The Massachusetts legislature is beginning to deliberate about the Special Commission on the Health Care Payment System's recommendation that the state phase out fee-for-service payment and replace it with global payments to "Accountable Care Organizations" (ACOs). At a conference this past Friday, Representative Harriet Stanley, Chair of the Massachusetts House Committee on Health Care Financing, told the audience that “cost containment is absolutely essential,” that she and other legislators want to see short term (1-2 years) cost savings, and that legislative action is likely before next summer.

Most reports sit on the shelf until they die of old age. That's not likely to happen with the report from the Special Commission. It, and the state, deserve, and will probably get, a lot of attention, as Massachusetts locks horns with the problem of costs! Massachusetts health reform will continue to be an important laboratory for federal policy developments.

Here's the moral conundrum the state will have to grapple with:

  1. ACOs (combinations of hospital(s), groups of physicians, and other providers) will be responsible for caring for a population within a budget. To do this, and to promote integrated care, they will want to provide maximum care from within the ACO's own network.

  2. But the Special Commission wasn't naive - it understood that in the era of capitation, consumers demanded free choice and rebelled against staying within networks. Here's what the report says - "While payments to ACOs will follow the enrollee’s choice of a primary care physician, patients will not be restricted (unless as a condition of their insurance contract) to providers in their primary care physician’s ACO" (p 57).

  3. #1 and #2 point in opposite directions - #1 implies physician-guided treatment within the ACO while #2 implies patient-guided treatment within the entire community of clinicians (not necessarily restricted to Massachusetts).

  4. I've had an opportunity to pose this conundrum to a member of the state legislature. The legislator gave a two part answer. Here's Part I of the answer - "If a patient wants a 'branded' service and equally good alternatives are available within the ACO, it's OK to be kept within the ACO. But if patients can't get the services they need within the ACO, that's a different story."

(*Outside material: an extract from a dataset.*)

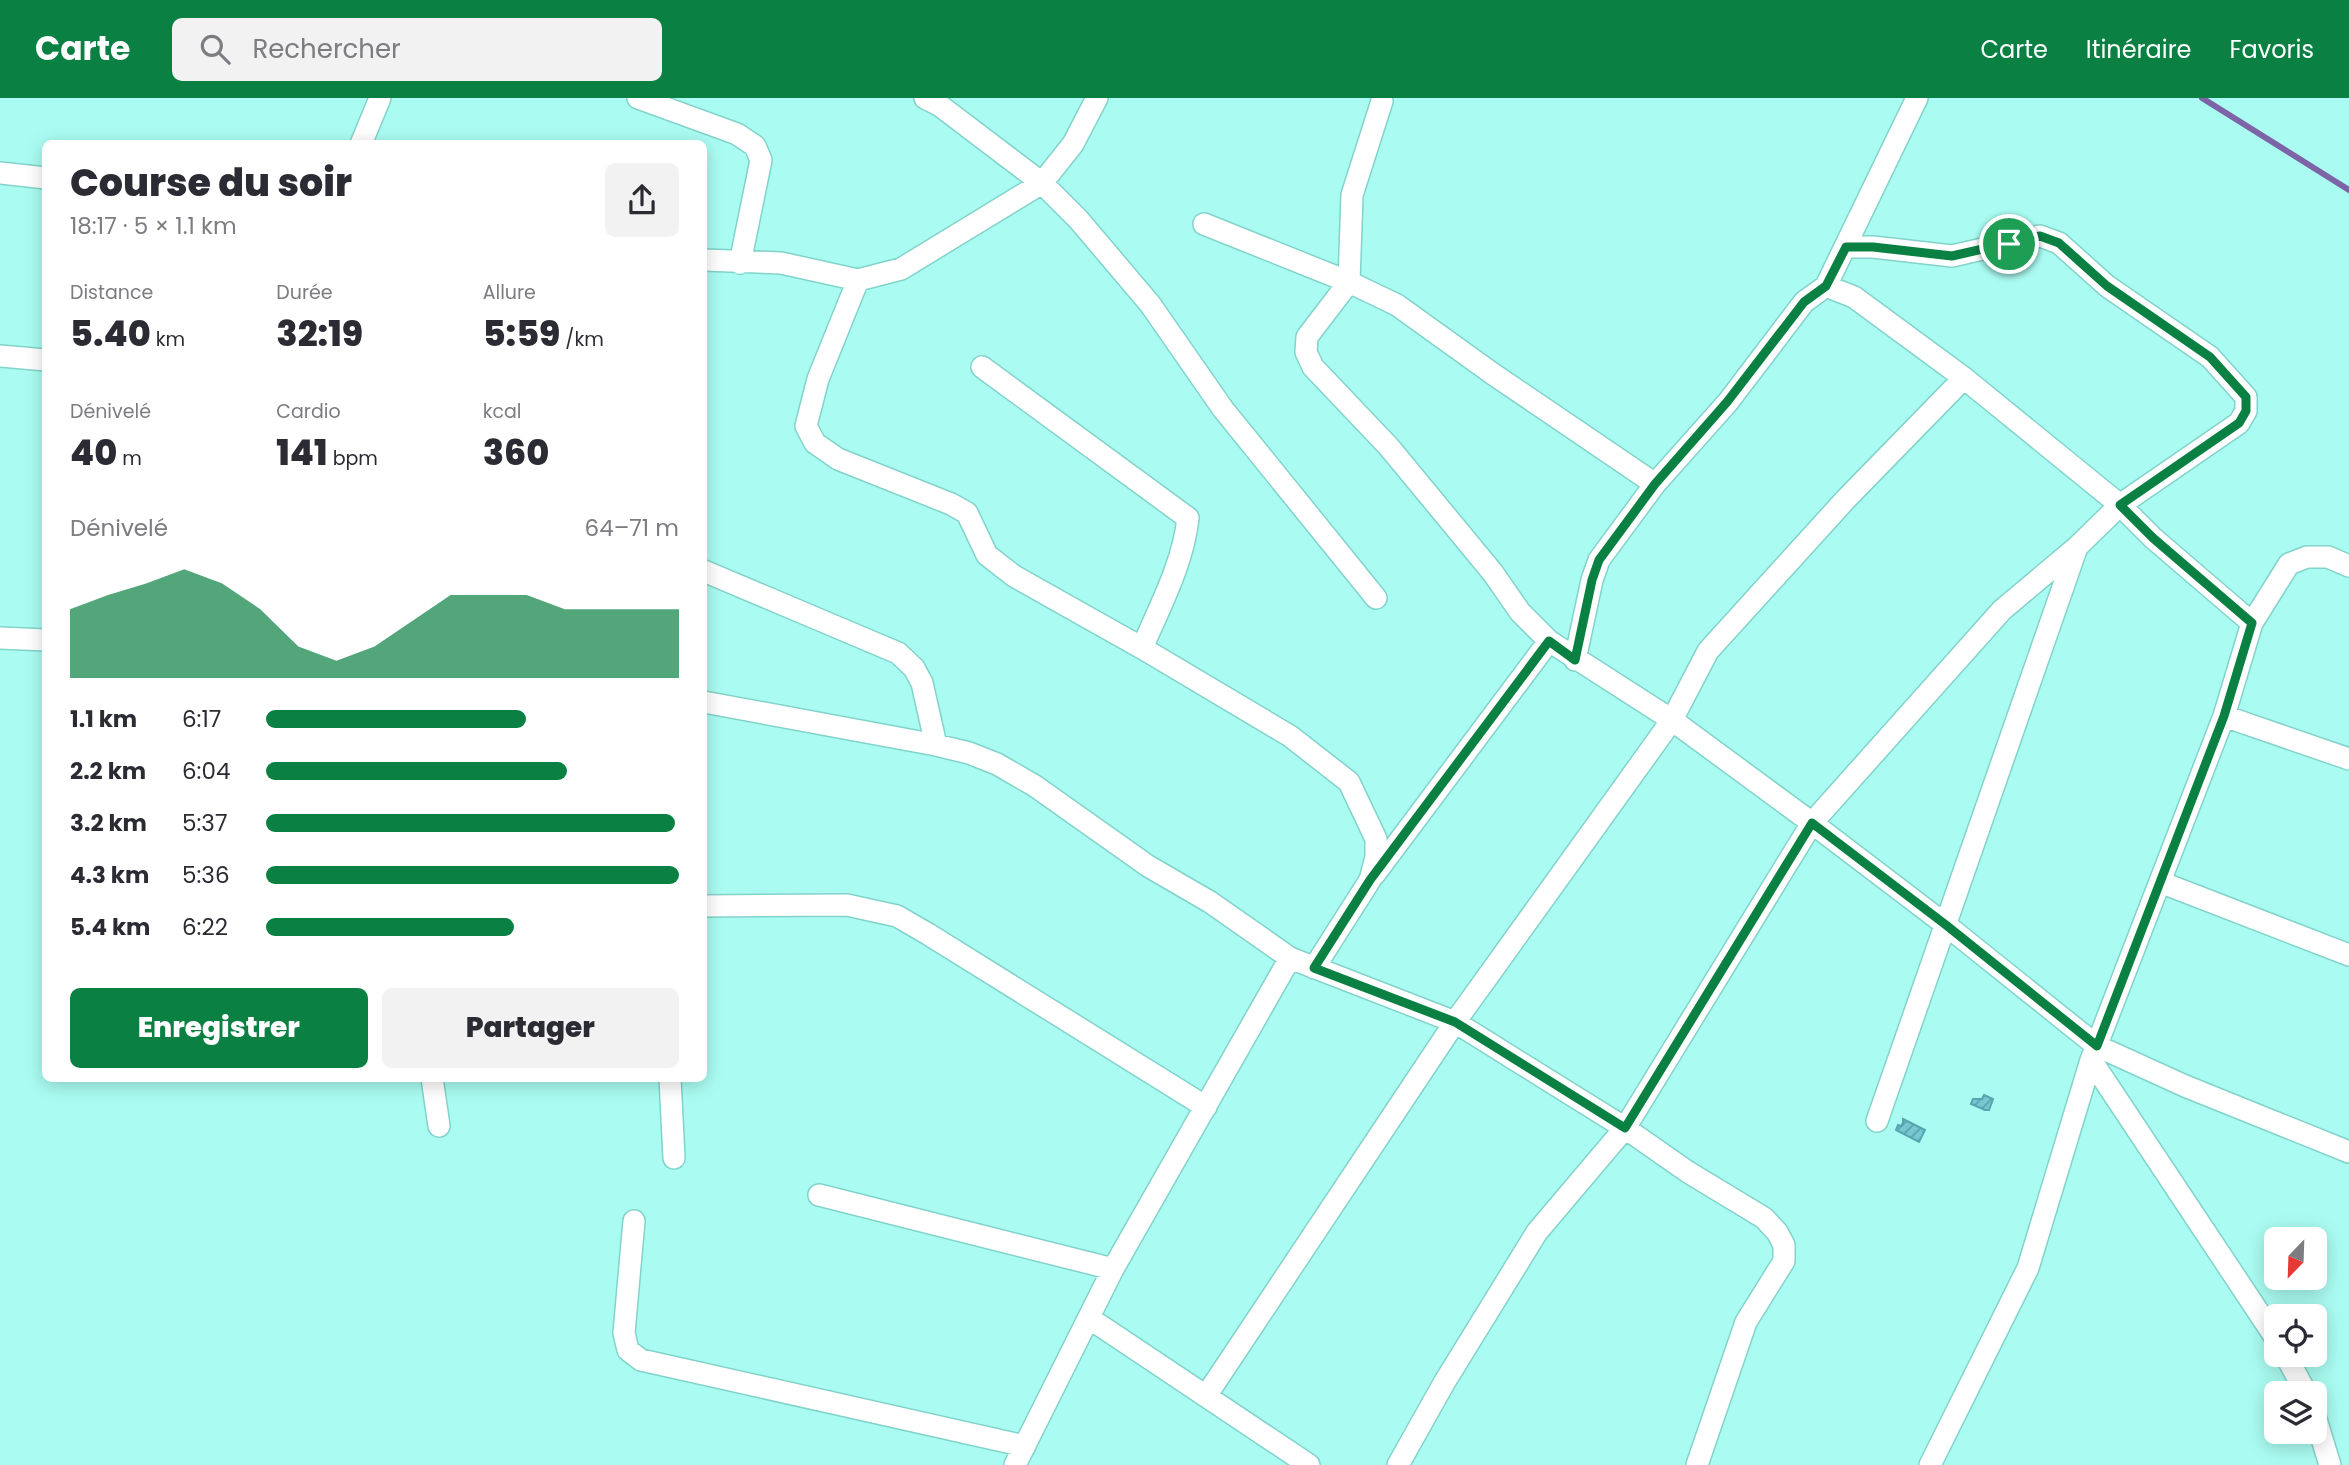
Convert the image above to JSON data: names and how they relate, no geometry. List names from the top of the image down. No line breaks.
{"north":"bottom left","page":{"header":"Carte","search":"Rechercher","nav":["Carte","Itinéraire","Favoris"],"heading":["Course du soir","18:17 · 5 × 1.1 km"],"stats":[["Distance","5.40 km"],["Durée","32:19"],["Allure","5:59 /km"],["Dénivelé","40 m"],["Cardio","141 bpm"],["kcal","360"]],"chart":["Dénivelé","64–71 m"],"list":[{"name":"1.1 km","note":"6:17"},{"name":"2.2 km","note":"6:04"},{"name":"3.2 km","note":"5:37"},{"name":"4.3 km","note":"5:36"},{"name":"5.4 km","note":"6:22"}],"buttons":["Enregistrer","Partager"]}}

  5. If our measurement of quality was precise enough and showed that surgeon A/hospital B (within the ACO) got results that were just as good as surgeon C/hospital D (outside the ACO), this principle would work well. It would be clear that the patient's wish reflected "preference," not "need." Saying "no" could readily be justified as a fair, evidence-based decision.

  6. Unfortunately, we almost never have this information! I asked the legislator what happens then. Part II of the answer was - "we're thinking about this all the time - my staff would be interested in talking about it with you..."

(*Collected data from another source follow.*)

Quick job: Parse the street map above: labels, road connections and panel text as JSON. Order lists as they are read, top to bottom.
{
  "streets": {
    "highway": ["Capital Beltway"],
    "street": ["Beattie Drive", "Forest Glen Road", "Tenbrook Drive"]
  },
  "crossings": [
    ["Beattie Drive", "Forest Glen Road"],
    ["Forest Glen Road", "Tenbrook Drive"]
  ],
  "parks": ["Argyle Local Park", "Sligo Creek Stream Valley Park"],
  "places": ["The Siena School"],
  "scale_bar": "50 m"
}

  7. I was glad to hear that the legislature is fretting over the question of how to adjudicate among the values of choice ("liberty"), efficiency, and integration of care (quality). Better information will make the tension among these values easier to address, but I don't see any way of avoiding some tough choices.

If Massachusetts is going to get a grip on its very high medical cost structure the state - probably starting with the Governor - will have to address the conundrum of "choice versus efficiency." We'll try to wiggle out of confronting the conflict between core values, but I don't think we'll be able to. This will be a real test of leadership!